#### Task requirements:
Take each line from the material below that includes the string "this" and copy it.

#### Provided entries:
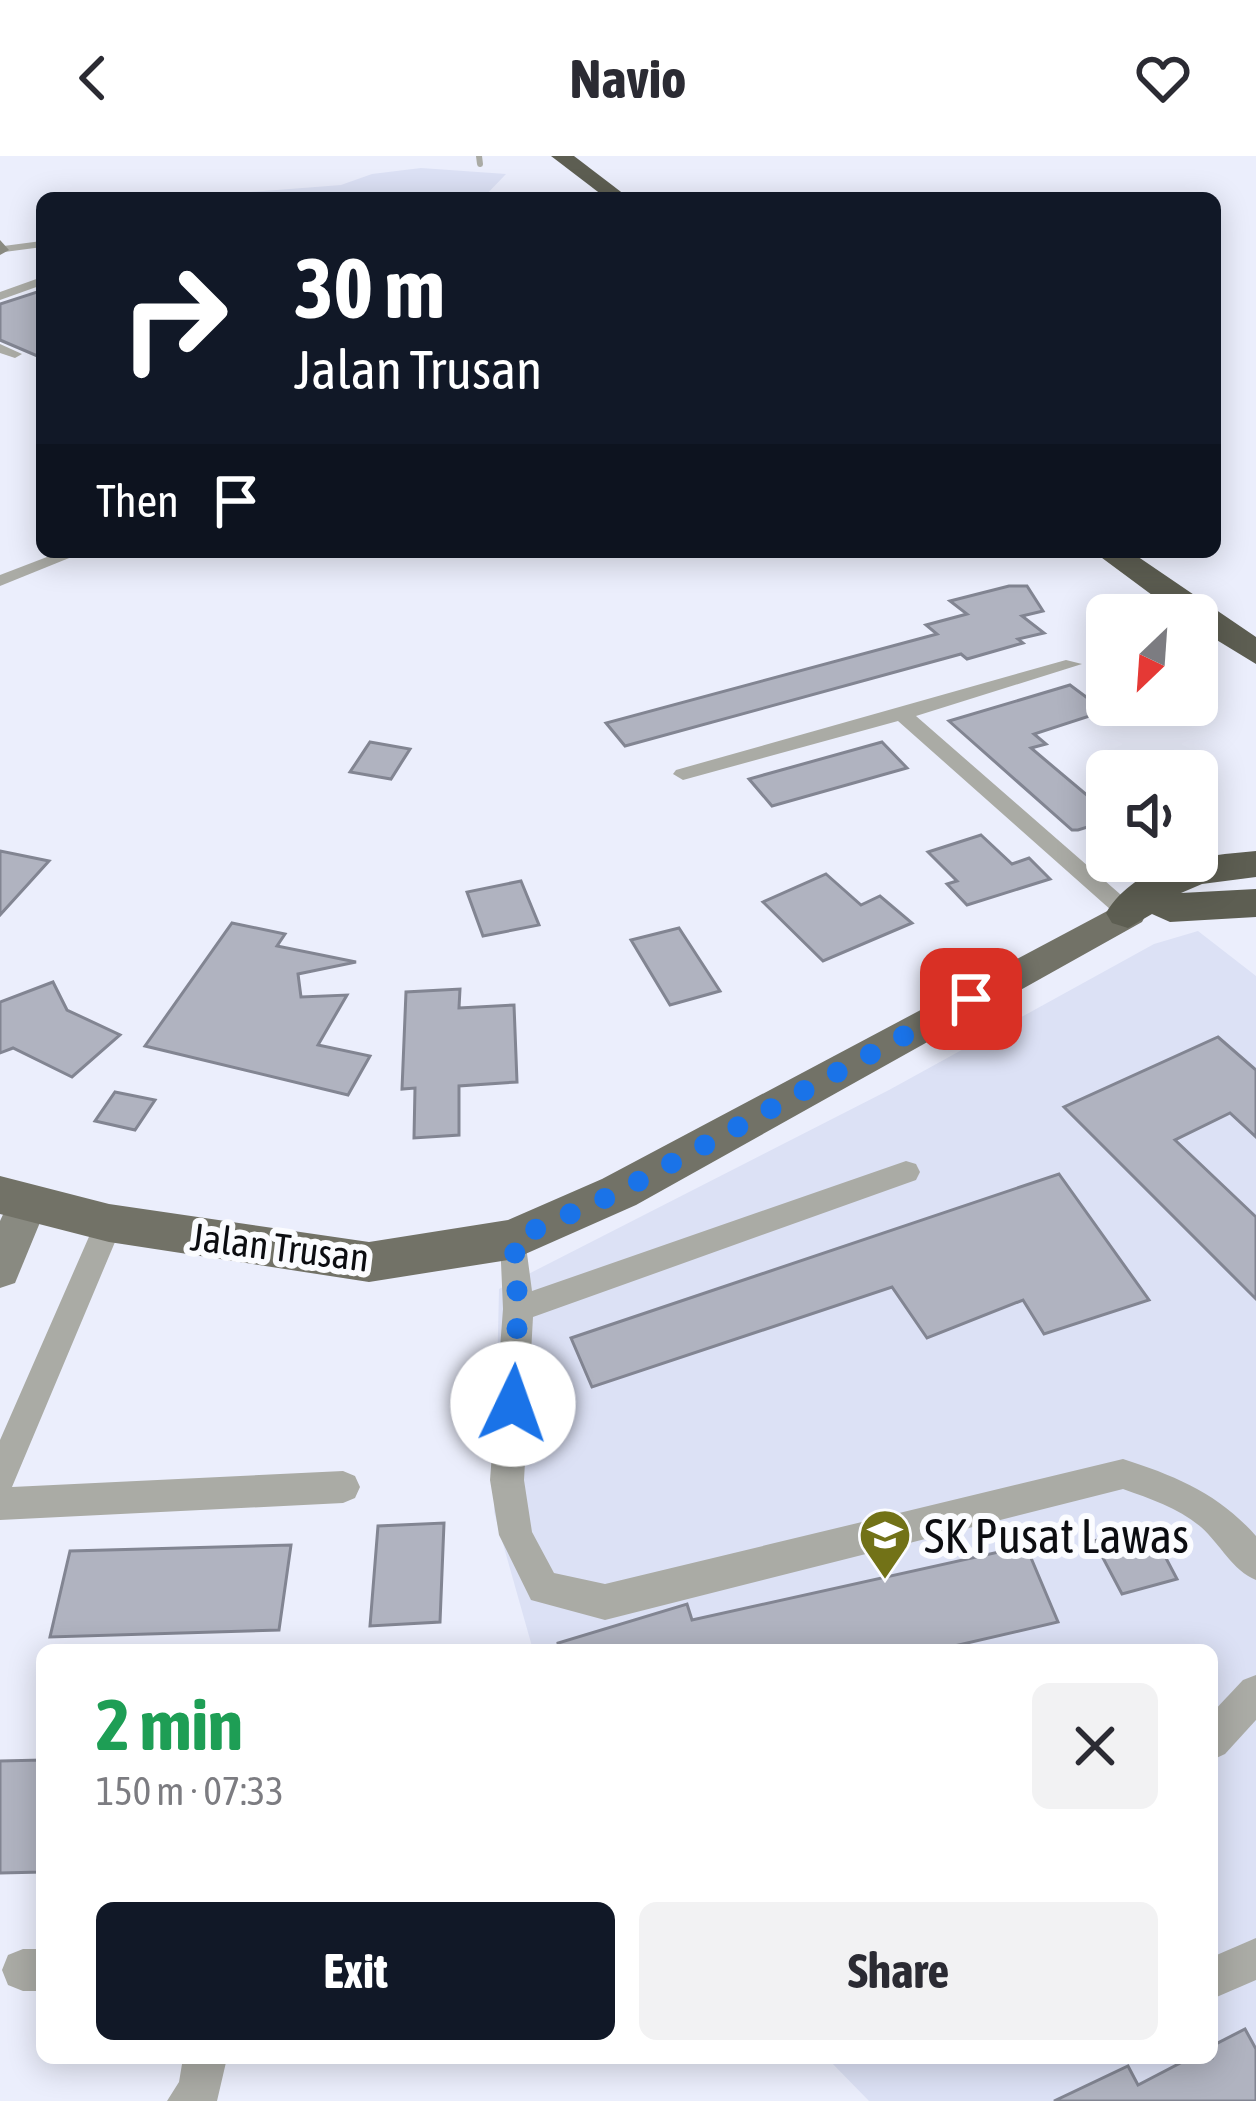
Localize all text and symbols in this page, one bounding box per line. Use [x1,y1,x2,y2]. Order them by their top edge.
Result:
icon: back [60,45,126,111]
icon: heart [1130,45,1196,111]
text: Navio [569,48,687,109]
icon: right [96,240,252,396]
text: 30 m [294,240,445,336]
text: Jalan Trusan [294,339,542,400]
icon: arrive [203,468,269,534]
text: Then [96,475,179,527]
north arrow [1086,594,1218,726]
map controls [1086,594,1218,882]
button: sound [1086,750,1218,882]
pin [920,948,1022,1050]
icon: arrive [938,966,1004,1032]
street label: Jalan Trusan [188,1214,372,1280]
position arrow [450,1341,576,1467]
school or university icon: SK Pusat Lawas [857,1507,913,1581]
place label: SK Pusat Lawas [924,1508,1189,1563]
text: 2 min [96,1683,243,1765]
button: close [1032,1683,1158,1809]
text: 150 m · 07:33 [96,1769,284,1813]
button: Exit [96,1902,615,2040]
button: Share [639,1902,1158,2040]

---

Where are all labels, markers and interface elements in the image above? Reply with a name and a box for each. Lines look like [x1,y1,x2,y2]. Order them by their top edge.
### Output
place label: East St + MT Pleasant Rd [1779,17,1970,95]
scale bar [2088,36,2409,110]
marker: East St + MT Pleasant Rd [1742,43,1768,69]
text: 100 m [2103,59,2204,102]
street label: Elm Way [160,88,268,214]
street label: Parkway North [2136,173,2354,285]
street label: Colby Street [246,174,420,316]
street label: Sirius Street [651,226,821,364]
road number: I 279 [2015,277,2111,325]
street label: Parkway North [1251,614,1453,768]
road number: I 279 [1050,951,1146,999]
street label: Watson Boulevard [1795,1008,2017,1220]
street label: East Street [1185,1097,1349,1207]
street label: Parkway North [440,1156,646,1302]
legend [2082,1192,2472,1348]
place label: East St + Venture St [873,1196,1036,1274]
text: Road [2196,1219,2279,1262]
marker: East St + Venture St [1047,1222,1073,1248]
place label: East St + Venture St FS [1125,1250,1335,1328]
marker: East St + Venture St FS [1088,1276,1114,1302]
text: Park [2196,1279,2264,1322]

==

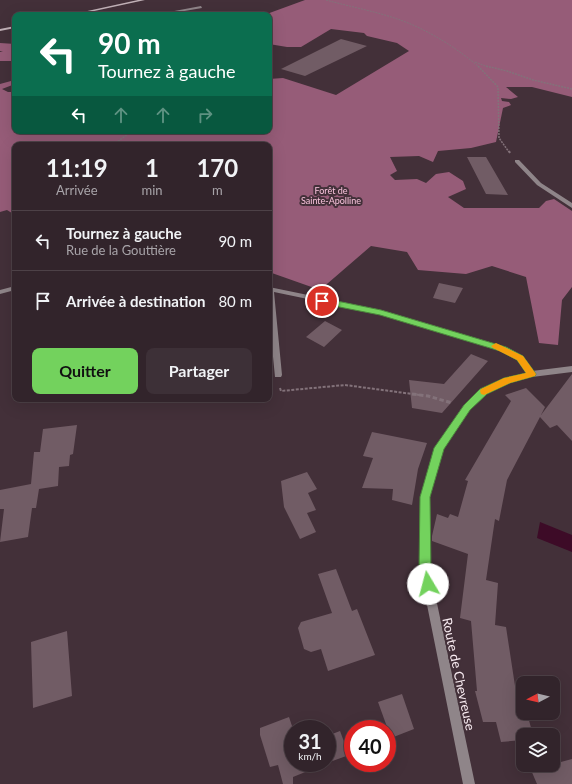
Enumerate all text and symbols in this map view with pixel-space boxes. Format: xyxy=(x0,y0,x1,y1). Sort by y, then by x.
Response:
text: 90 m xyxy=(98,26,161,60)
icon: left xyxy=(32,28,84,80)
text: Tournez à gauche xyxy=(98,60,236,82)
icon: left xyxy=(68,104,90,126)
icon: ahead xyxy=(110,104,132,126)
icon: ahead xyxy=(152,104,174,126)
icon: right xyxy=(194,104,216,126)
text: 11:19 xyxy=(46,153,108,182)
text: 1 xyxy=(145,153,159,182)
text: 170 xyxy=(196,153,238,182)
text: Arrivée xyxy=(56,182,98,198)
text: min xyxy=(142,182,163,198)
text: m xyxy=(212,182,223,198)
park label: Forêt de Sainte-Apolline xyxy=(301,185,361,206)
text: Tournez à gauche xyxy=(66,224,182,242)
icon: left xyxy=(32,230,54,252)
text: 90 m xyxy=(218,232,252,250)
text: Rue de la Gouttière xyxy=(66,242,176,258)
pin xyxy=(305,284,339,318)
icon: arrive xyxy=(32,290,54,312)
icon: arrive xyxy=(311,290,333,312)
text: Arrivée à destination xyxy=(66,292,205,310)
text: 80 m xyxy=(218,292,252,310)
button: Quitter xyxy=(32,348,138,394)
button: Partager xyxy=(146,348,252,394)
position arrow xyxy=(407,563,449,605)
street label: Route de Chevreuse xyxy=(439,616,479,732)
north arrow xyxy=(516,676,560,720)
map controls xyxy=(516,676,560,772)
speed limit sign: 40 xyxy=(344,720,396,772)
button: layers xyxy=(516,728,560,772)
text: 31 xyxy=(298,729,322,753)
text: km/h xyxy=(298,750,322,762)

#### Written response:
Localize all text and symbols in this page, one bounding box per line. Use [x1,y1,x2,y2]. Order them by their top edge.
Enumerate all text and symbols in this map view with pixel-space boxes. Format: xyxy=(x0,y0,x1,y1). Sort by y, then by x.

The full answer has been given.